Raw data:
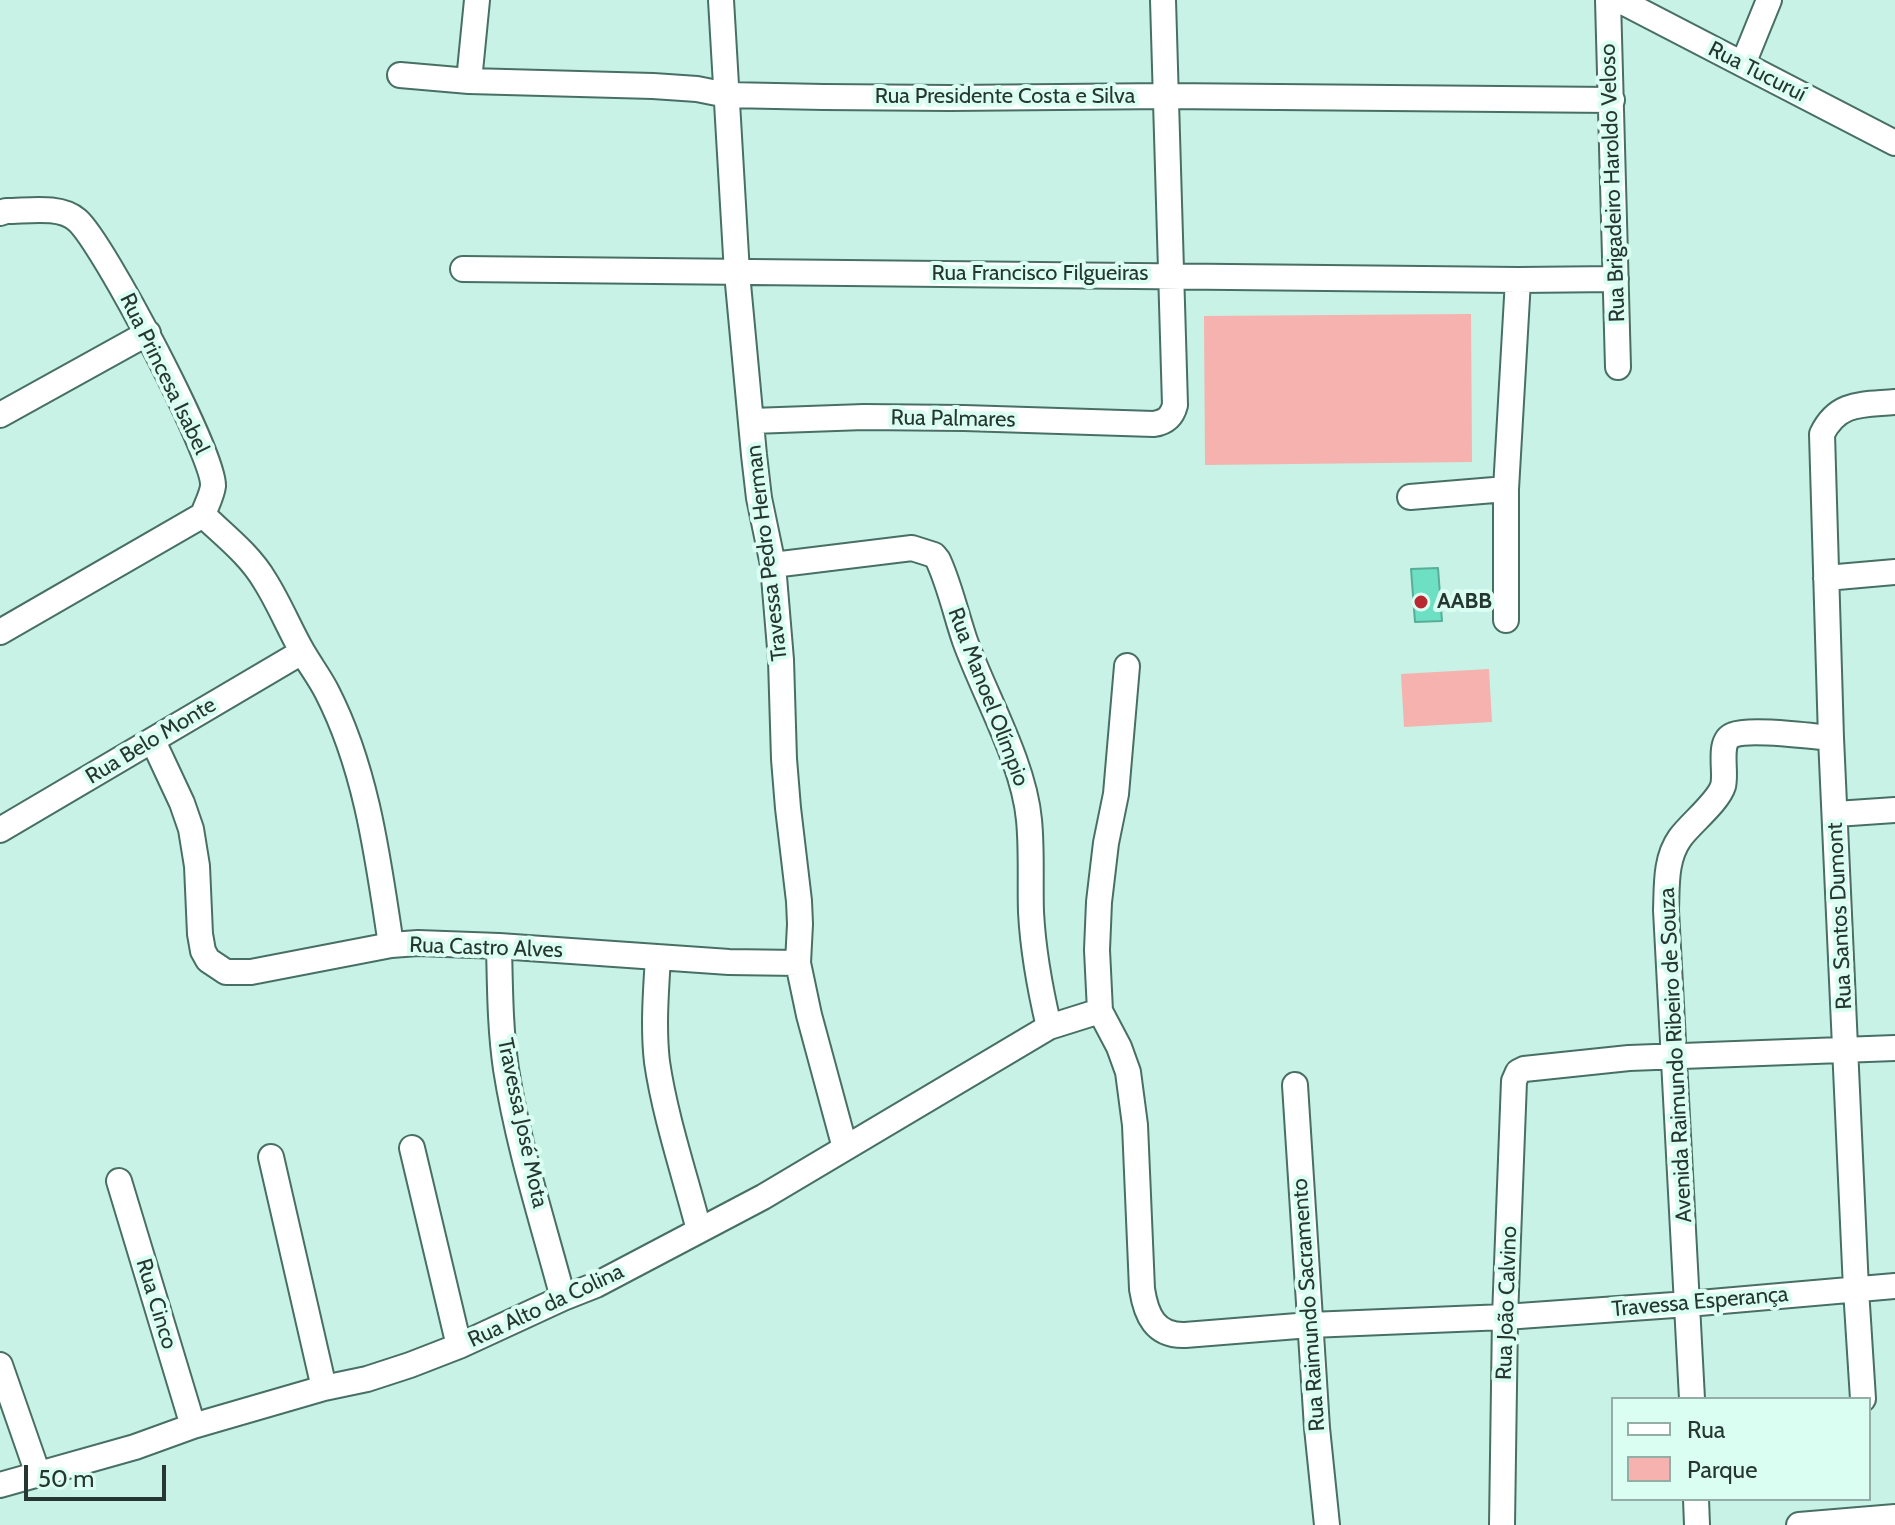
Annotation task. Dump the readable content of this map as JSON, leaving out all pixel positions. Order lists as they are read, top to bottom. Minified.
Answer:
{"streets":{"street":["Rua Tucuruí","Rua Presidente Costa e Silva","Rua Brigadeiro Haroldo Veloso","Rua Francisco Filgueiras","Rua Princesa Isabel","Rua Palmares","Travessa Pedro Herman","Rua Manoel Olímpio","Rua Belo Monte","Rua Santos Dumont","Rua Castro Alves","Avenida Raimundo Ribeiro de Souza","Travessa José Mota","Travessa Esperança","Rua João Calvino","Rua Cinco","Rua Raimundo Sacramento","Rua Alto da Colina"]},"crossings":[["Rua Presidente Costa e Silva","Rua Brigadeiro Haroldo Veloso"],["Rua Presidente Costa e Silva","Travessa Pedro Herman"],["Rua Brigadeiro Haroldo Veloso","Rua Francisco Filgueiras"],["Rua Francisco Filgueiras","Rua Palmares"],["Rua Francisco Filgueiras","Travessa Pedro Herman"],["Rua Palmares","Travessa Pedro Herman"],["Travessa Pedro Herman","Rua Manoel Olímpio"],["Travessa Pedro Herman","Rua Castro Alves"],["Travessa Pedro Herman","Rua Alto da Colina"],["Rua Manoel Olímpio","Rua Alto da Colina"],["Rua Belo Monte","Rua Castro Alves"],["Rua Santos Dumont","Avenida Raimundo Ribeiro de Souza"],["Rua Santos Dumont","Travessa Esperança"],["Rua Castro Alves","Travessa José Mota"],["Avenida Raimundo Ribeiro de Souza","Travessa Esperança"],["Avenida Raimundo Ribeiro de Souza","Rua João Calvino"],["Travessa José Mota","Rua Alto da Colina"],["Travessa Esperança","Rua João Calvino"],["Travessa Esperança","Rua Raimundo Sacramento"],["Rua Cinco","Rua Alto da Colina"]],"places":["AABB"],"legend":["Rua","Parque"],"scale_bar":"50 m"}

Problem description: Here the job is to print all the data exactly, skipping any image.

Answer to this task:
Annotation task. Dump the readable content of this map as JSON, leaving out all pixel positions. Order lists as they are read, top to bottom. Minified.
Answer:
{"streets":{"street":["Rua Tucuruí","Rua Presidente Costa e Silva","Rua Brigadeiro Haroldo Veloso","Rua Francisco Filgueiras","Rua Princesa Isabel","Rua Palmares","Travessa Pedro Herman","Rua Manoel Olímpio","Rua Belo Monte","Rua Santos Dumont","Rua Castro Alves","Avenida Raimundo Ribeiro de Souza","Travessa José Mota","Travessa Esperança","Rua João Calvino","Rua Cinco","Rua Raimundo Sacramento","Rua Alto da Colina"]},"crossings":[["Rua Presidente Costa e Silva","Rua Brigadeiro Haroldo Veloso"],["Rua Presidente Costa e Silva","Travessa Pedro Herman"],["Rua Brigadeiro Haroldo Veloso","Rua Francisco Filgueiras"],["Rua Francisco Filgueiras","Rua Palmares"],["Rua Francisco Filgueiras","Travessa Pedro Herman"],["Rua Palmares","Travessa Pedro Herman"],["Travessa Pedro Herman","Rua Manoel Olímpio"],["Travessa Pedro Herman","Rua Castro Alves"],["Travessa Pedro Herman","Rua Alto da Colina"],["Rua Manoel Olímpio","Rua Alto da Colina"],["Rua Belo Monte","Rua Castro Alves"],["Rua Santos Dumont","Avenida Raimundo Ribeiro de Souza"],["Rua Santos Dumont","Travessa Esperança"],["Rua Castro Alves","Travessa José Mota"],["Avenida Raimundo Ribeiro de Souza","Travessa Esperança"],["Avenida Raimundo Ribeiro de Souza","Rua João Calvino"],["Travessa José Mota","Rua Alto da Colina"],["Travessa Esperança","Rua João Calvino"],["Travessa Esperança","Rua Raimundo Sacramento"],["Rua Cinco","Rua Alto da Colina"]],"places":["AABB"],"legend":["Rua","Parque"],"scale_bar":"50 m"}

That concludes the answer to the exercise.